Для этого вам стоит только..." - "Нет!" - отвечали мои губы. "Очень, очень
жаль. Придется немного усилить ток. Вы очень огорчаете меня". И он пустил
такой сильный ток, что мне казалось, голова моя воспламеняется. Боль была
невыносимая. Я скрипел зубами. Сознание мое мутилось. Как я хотел потерять
его! Но, к сожалению, не терял. Я только закрыл глаза и сжал губы. Керн
курил, пуская мне дым в лицо, и продолжал поджаривать мою голову на
медленном огне. Он уже не убеждал меня. И когда я приоткрыл глаза, то
увидел, что он взбешен моим упорством. "Черт побери! Если бы ваши мозги
мне не были так нужны, я зажарил бы их и сегодня же накормил бы ими своего
пинчера.

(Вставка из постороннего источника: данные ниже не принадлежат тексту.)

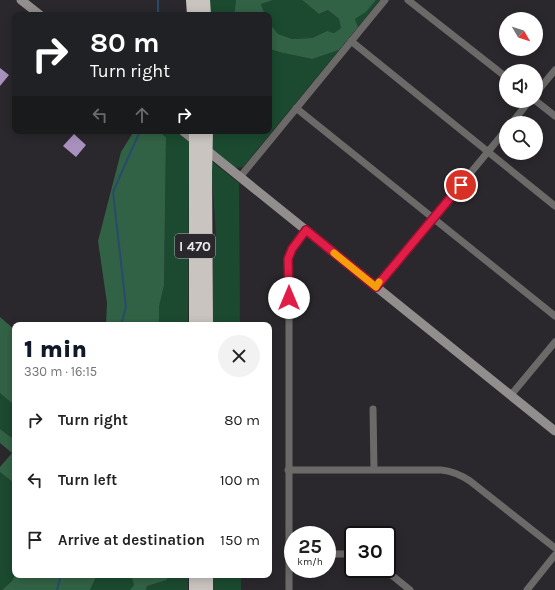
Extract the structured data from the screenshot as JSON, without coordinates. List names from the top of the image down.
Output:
{
  "streets": {
    "highway": ["I 470"]
  },
  "north": "bottom right",
  "page": {
    "turn": ["80 m", "Turn right"],
    "heading": ["1 min", "330 m · 16:15"],
    "list": [
      {
        "name": "Turn right",
        "value": "80 m"
      },
      {
        "name": "Turn left",
        "value": "100 m"
      },
      {
        "name": "Arrive at destination",
        "value": "150 m"
      }
    ],
    "speed": "25 km/h",
    "limit": "30"
  }
}
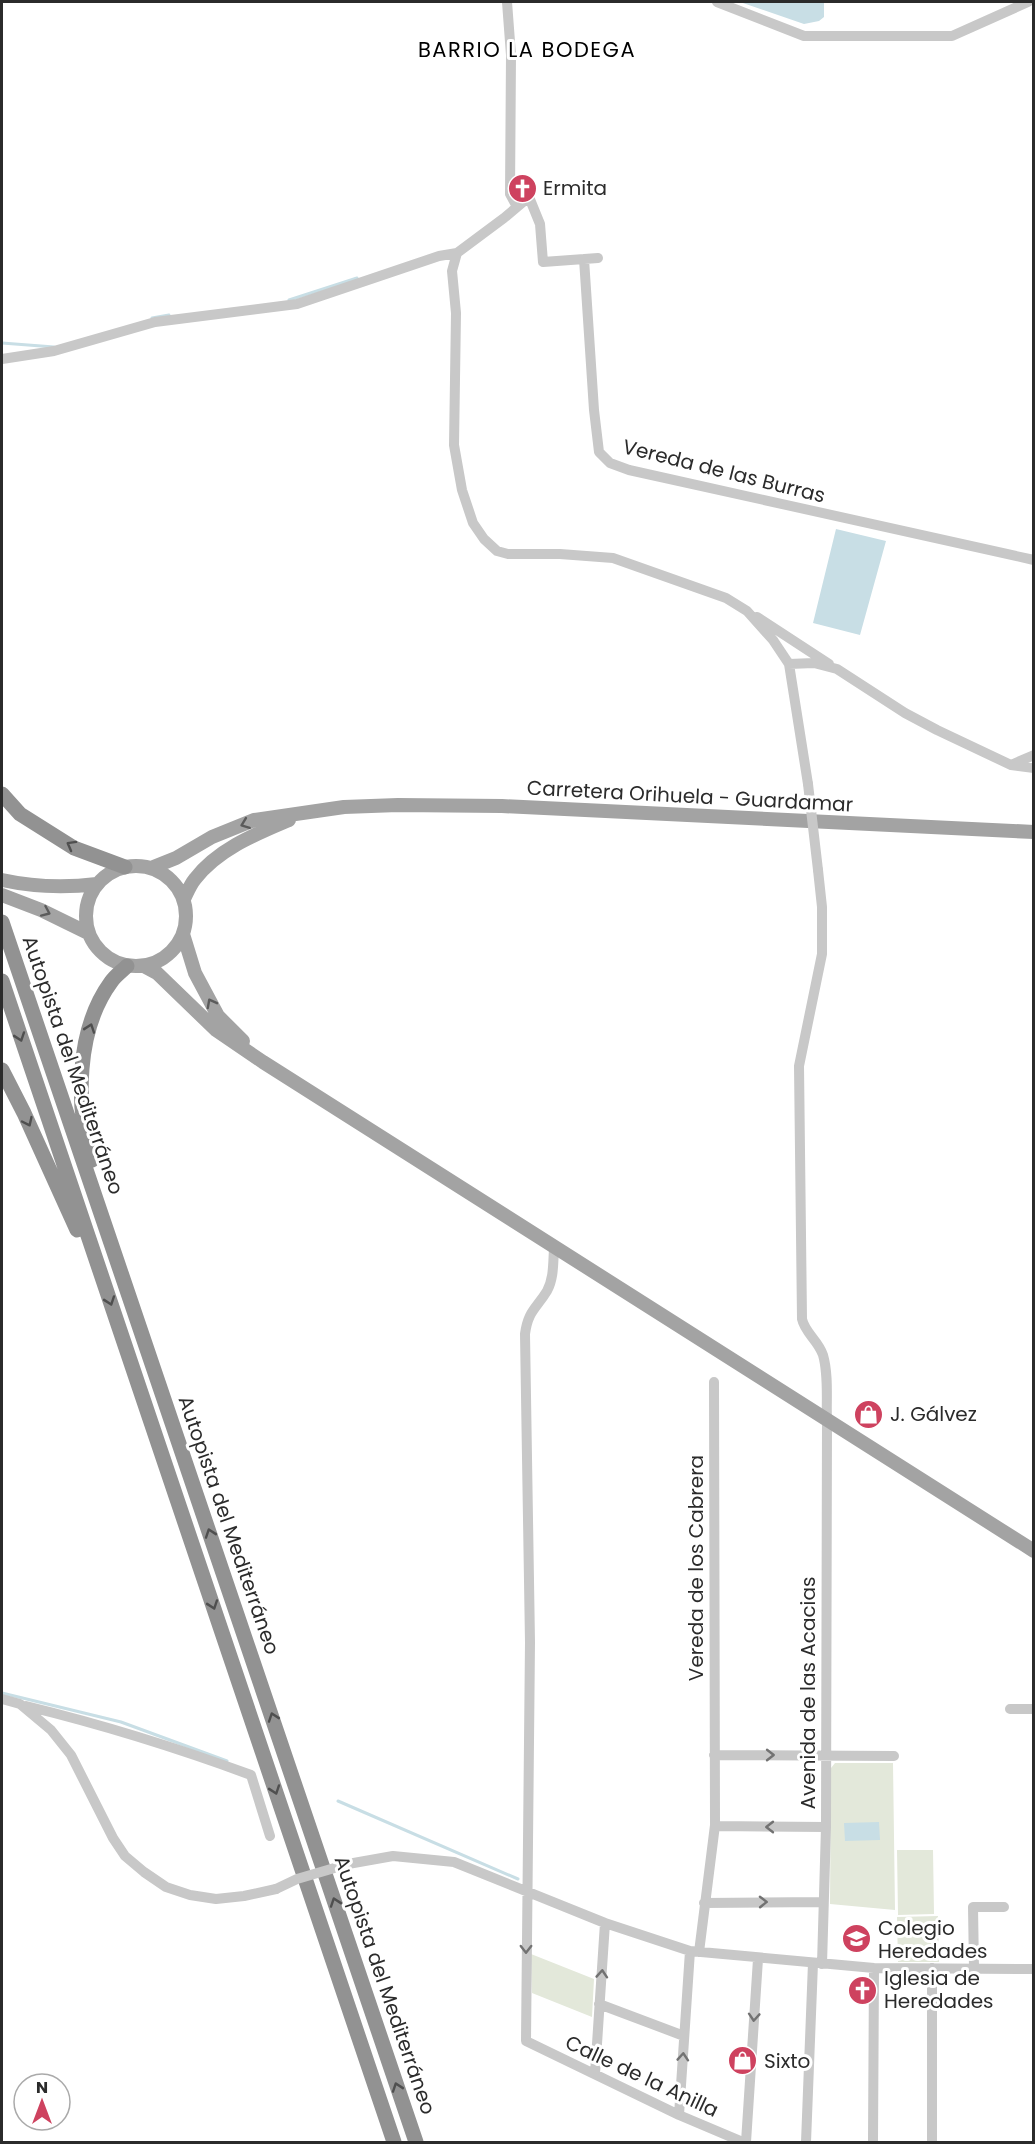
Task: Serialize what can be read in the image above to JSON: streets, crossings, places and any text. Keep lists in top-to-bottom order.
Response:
{
  "streets": {
    "highway": ["Autopista del Mediterráneo"],
    "main road": ["Carretera Orihuela - Guardamar"],
    "street": [
      "Vereda de las Burras",
      "Vereda de los Cabrera",
      "Avenida de las Acacias",
      "Calle de la Anilla"
    ]
  },
  "crossings": [
    ["Vereda de los Cabrera", "Calle de la Anilla"]
  ],
  "districts": ["BARRIO LA BODEGA"],
  "places": {
    "church": ["Ermita", "Iglesia de Heredades"],
    "shop": ["J. Gálvez", "Sixto"],
    "school or university": ["Colegio Heredades"]
  },
  "north": "top"
}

Фу, упрямец!" И он бесцеремонно сорвал с моей головы все провода
и удалился. Однако мне еще рано было радоваться. Скоро он вернулся и начал
впускать в растворы, питающие мою голову, раздражающие вещества, которые
вызывали у меня сильнейшие мучительные боли. И когда я невольно морщился,
он спрашивал меня: "Так как, коллега, вы решаете? Все еще нет?" Я был
непоколебим. Он ушел еще более взбешенный, осыпая меня тысячью проклятий.
Я торжествовал победу. Несколько дней Керн не появлялся в лаборатории, и
со дня на день я ожидал избавительницы-смерти. На пятый день он пришел как
ни в чем не бывало, весело насвистывая песенку. Не глядя на меня, он стал
продолжать работу. Дня два или три я наблюдал за ним, не принимая в ней
участия. Но работа не могла не интересовать меня. И когда он, производя
опыты, сделал несколько ошибок, которые могли погубить результаты всех
наших усилий, я не утерпел и сделал ему знак. "Давно бы так!" - проговорил
он с довольной улыбкой и пустил воздух через мое горло. Я об®яснил ему
ошибки и с тех пор продолжаю руководить работой... Он перехитрил меня.
ЖЕРТВЫ БОЛЬШОГО ГОРОДА
С тех пор как Лоран узнала тайну головы, она возненавидела Керна. И
это чувство росло с каждым днем. Она засыпала с этим чувством и
просыпалась с ним. Она в страшных кошмарах видела Керна во сне. Она была
прямо больна ненавистью. В последнее время при встречах с Керном она едва
удерживалась, чтобы не бросить ему в лицо: "Убийца!"
Она держалась с ним натянуто и холодно.
- Керн - чудовищный преступник! - восклицала Мари, оставшись наедине
с головой. - Я донесу на него... Я буду кричать о его преступлении, не
успокоюсь, пока не развенчаю этой краденой славы, не раскрою всех его
злодеяний. Я себя не пощажу.
- Тише!.. Успокойтесь, - уговаривал Доуэль. - Я уже говорил вам, что
во мне нет чувства мести. Но если ваше нравственное чувство возмущено и
жаждет возмездия, я не буду отговаривать вас... только не спешите. Я прошу
вас подождать до конца наших опытов. Ведь и я нуждаюсь сейчас в Керне, как
и он во мне. Он без меня не может окончить труд, но так же и я без него. А
ведь это все, что мне осталось. Большего мне не создать, но начатые работы
должны быть окончены.
В кабинете послышались шаги.
Лоран быстро закрыла кран и уселась с книжкой в руке, все еще
возмущенная. Голова Доуэля опустила веки, как человек, погруженный в
дремоту.
Вошел профессор Керн.
Он подозрительно посмотрел на Лоран.
- В чем дело? Вы чем-то расстроены? Все в порядке?